:: Provided records

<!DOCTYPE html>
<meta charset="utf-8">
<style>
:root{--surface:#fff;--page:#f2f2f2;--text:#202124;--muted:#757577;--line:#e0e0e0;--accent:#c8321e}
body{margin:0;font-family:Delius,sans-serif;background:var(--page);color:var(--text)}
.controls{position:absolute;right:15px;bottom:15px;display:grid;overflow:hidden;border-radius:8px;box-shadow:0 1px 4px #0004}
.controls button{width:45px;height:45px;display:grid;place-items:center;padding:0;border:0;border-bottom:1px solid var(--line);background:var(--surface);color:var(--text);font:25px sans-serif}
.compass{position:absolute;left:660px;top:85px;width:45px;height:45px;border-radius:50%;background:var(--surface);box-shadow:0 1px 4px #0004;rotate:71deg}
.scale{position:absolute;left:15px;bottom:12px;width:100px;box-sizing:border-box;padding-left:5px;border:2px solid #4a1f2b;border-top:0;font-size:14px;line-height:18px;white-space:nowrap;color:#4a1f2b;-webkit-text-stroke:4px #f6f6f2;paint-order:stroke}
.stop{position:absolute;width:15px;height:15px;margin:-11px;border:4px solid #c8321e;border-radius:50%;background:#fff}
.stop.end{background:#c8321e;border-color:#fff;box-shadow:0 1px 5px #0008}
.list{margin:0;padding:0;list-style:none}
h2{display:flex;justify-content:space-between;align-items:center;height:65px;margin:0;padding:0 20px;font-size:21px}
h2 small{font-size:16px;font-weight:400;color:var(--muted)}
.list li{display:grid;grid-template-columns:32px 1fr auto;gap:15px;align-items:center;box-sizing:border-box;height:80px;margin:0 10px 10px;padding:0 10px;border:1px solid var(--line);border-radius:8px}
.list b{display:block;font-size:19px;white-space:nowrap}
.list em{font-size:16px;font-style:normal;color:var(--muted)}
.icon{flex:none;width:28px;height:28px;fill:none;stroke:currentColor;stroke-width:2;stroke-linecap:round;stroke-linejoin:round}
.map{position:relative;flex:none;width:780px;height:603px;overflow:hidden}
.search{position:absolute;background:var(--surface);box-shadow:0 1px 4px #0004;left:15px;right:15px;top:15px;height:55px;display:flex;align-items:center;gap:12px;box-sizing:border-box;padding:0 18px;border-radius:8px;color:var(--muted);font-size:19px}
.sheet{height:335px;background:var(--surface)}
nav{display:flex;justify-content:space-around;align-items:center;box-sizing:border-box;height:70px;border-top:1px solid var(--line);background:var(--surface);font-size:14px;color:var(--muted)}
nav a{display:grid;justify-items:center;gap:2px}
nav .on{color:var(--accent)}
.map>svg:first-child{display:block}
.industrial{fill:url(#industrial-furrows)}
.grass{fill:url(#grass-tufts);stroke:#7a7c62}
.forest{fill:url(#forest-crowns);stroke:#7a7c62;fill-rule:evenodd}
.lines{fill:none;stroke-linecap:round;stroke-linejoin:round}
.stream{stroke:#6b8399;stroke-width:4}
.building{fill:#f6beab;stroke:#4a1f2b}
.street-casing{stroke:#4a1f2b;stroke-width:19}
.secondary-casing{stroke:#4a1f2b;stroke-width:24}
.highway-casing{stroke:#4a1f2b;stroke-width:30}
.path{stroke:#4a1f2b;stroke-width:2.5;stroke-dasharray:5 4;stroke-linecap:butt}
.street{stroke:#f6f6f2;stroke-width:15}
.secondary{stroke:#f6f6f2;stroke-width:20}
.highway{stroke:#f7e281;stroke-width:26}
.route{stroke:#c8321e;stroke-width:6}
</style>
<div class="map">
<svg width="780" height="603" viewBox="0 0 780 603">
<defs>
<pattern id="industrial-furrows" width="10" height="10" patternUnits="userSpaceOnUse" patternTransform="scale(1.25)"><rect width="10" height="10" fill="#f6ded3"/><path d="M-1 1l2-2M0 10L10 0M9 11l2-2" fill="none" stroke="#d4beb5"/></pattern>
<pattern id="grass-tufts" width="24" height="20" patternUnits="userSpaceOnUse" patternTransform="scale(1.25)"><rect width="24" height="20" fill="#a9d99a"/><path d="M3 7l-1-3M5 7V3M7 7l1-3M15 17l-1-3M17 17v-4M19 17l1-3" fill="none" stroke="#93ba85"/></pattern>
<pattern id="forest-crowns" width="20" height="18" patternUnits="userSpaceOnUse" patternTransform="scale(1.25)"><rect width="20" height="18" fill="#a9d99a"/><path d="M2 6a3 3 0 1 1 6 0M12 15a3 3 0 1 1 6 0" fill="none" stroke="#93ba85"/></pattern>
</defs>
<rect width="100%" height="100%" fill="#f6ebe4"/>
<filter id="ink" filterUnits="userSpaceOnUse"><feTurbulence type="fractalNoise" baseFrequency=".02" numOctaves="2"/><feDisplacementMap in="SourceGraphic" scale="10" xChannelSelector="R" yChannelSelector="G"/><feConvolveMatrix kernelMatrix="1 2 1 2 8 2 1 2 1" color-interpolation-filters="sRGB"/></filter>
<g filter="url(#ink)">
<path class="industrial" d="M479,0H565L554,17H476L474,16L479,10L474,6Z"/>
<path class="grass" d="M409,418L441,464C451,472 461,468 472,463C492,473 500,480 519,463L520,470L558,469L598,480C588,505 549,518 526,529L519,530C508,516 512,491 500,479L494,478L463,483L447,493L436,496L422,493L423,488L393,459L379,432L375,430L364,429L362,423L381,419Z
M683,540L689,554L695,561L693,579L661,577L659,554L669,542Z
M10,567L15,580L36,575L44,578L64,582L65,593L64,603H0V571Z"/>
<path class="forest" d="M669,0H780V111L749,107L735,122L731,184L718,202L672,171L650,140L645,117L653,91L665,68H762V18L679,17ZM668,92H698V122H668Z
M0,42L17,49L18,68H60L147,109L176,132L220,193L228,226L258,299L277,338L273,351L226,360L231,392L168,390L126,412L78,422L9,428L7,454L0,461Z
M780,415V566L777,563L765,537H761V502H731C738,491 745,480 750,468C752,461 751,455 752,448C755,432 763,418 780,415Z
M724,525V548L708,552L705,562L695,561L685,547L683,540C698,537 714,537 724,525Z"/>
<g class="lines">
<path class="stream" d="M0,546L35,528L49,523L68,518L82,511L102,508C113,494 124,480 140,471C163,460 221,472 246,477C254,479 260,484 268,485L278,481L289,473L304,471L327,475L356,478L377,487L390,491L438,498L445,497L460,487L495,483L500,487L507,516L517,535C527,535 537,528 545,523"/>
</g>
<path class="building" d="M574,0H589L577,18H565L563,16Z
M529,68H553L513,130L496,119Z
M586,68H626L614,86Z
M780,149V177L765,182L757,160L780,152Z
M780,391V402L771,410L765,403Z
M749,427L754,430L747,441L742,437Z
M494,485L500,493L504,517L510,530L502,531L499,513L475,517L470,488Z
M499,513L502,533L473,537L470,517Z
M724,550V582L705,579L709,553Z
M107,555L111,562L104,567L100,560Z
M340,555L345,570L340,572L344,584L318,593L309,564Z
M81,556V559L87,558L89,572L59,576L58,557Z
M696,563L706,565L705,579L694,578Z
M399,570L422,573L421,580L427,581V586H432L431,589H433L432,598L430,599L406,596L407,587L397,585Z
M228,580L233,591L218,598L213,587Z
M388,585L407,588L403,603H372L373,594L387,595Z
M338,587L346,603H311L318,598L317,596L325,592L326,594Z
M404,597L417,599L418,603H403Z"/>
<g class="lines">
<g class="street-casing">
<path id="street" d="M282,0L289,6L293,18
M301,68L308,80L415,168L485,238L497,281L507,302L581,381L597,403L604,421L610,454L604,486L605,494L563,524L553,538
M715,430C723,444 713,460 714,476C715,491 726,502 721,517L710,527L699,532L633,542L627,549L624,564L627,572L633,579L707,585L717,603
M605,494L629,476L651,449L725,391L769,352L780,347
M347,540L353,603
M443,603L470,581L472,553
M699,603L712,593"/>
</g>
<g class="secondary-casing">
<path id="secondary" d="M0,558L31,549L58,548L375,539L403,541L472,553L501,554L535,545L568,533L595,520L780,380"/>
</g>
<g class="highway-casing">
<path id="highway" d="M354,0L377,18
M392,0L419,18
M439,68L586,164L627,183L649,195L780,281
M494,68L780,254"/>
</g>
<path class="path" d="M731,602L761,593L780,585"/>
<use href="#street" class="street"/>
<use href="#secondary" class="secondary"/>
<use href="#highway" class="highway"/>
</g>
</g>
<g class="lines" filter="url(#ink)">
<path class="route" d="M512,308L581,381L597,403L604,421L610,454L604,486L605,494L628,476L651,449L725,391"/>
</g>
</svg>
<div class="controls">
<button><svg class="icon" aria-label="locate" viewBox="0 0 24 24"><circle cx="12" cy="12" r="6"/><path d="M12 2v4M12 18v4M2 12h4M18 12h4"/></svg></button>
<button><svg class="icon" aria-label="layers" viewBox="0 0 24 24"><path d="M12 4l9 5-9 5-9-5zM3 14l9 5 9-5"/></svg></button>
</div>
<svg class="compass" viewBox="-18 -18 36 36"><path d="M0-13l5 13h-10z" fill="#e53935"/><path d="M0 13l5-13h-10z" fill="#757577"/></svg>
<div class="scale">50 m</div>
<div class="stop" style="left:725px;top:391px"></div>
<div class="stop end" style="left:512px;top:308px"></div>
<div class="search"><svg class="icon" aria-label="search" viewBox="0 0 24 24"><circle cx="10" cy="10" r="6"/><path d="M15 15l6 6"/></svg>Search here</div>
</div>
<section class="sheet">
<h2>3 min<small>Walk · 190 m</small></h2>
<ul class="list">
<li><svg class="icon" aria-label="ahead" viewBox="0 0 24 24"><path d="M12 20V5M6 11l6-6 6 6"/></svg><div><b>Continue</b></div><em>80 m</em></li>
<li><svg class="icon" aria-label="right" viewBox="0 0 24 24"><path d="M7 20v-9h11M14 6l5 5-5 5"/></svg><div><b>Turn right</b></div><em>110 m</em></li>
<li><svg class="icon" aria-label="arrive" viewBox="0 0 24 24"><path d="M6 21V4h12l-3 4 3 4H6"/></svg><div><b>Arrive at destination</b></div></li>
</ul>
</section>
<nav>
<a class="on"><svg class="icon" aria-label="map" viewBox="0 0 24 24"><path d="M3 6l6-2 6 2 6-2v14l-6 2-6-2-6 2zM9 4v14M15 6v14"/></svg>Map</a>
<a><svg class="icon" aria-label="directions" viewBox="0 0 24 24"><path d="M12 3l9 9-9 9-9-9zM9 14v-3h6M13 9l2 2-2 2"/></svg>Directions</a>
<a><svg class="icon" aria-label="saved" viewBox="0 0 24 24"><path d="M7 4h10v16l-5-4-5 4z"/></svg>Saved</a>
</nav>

::::

### Aim of the exercise:
Whenever a line in the records above contains the string "sheet", copy that line.

### Answer space:
.sheet{height:335px;background:var(--surface)}
<section class="sheet">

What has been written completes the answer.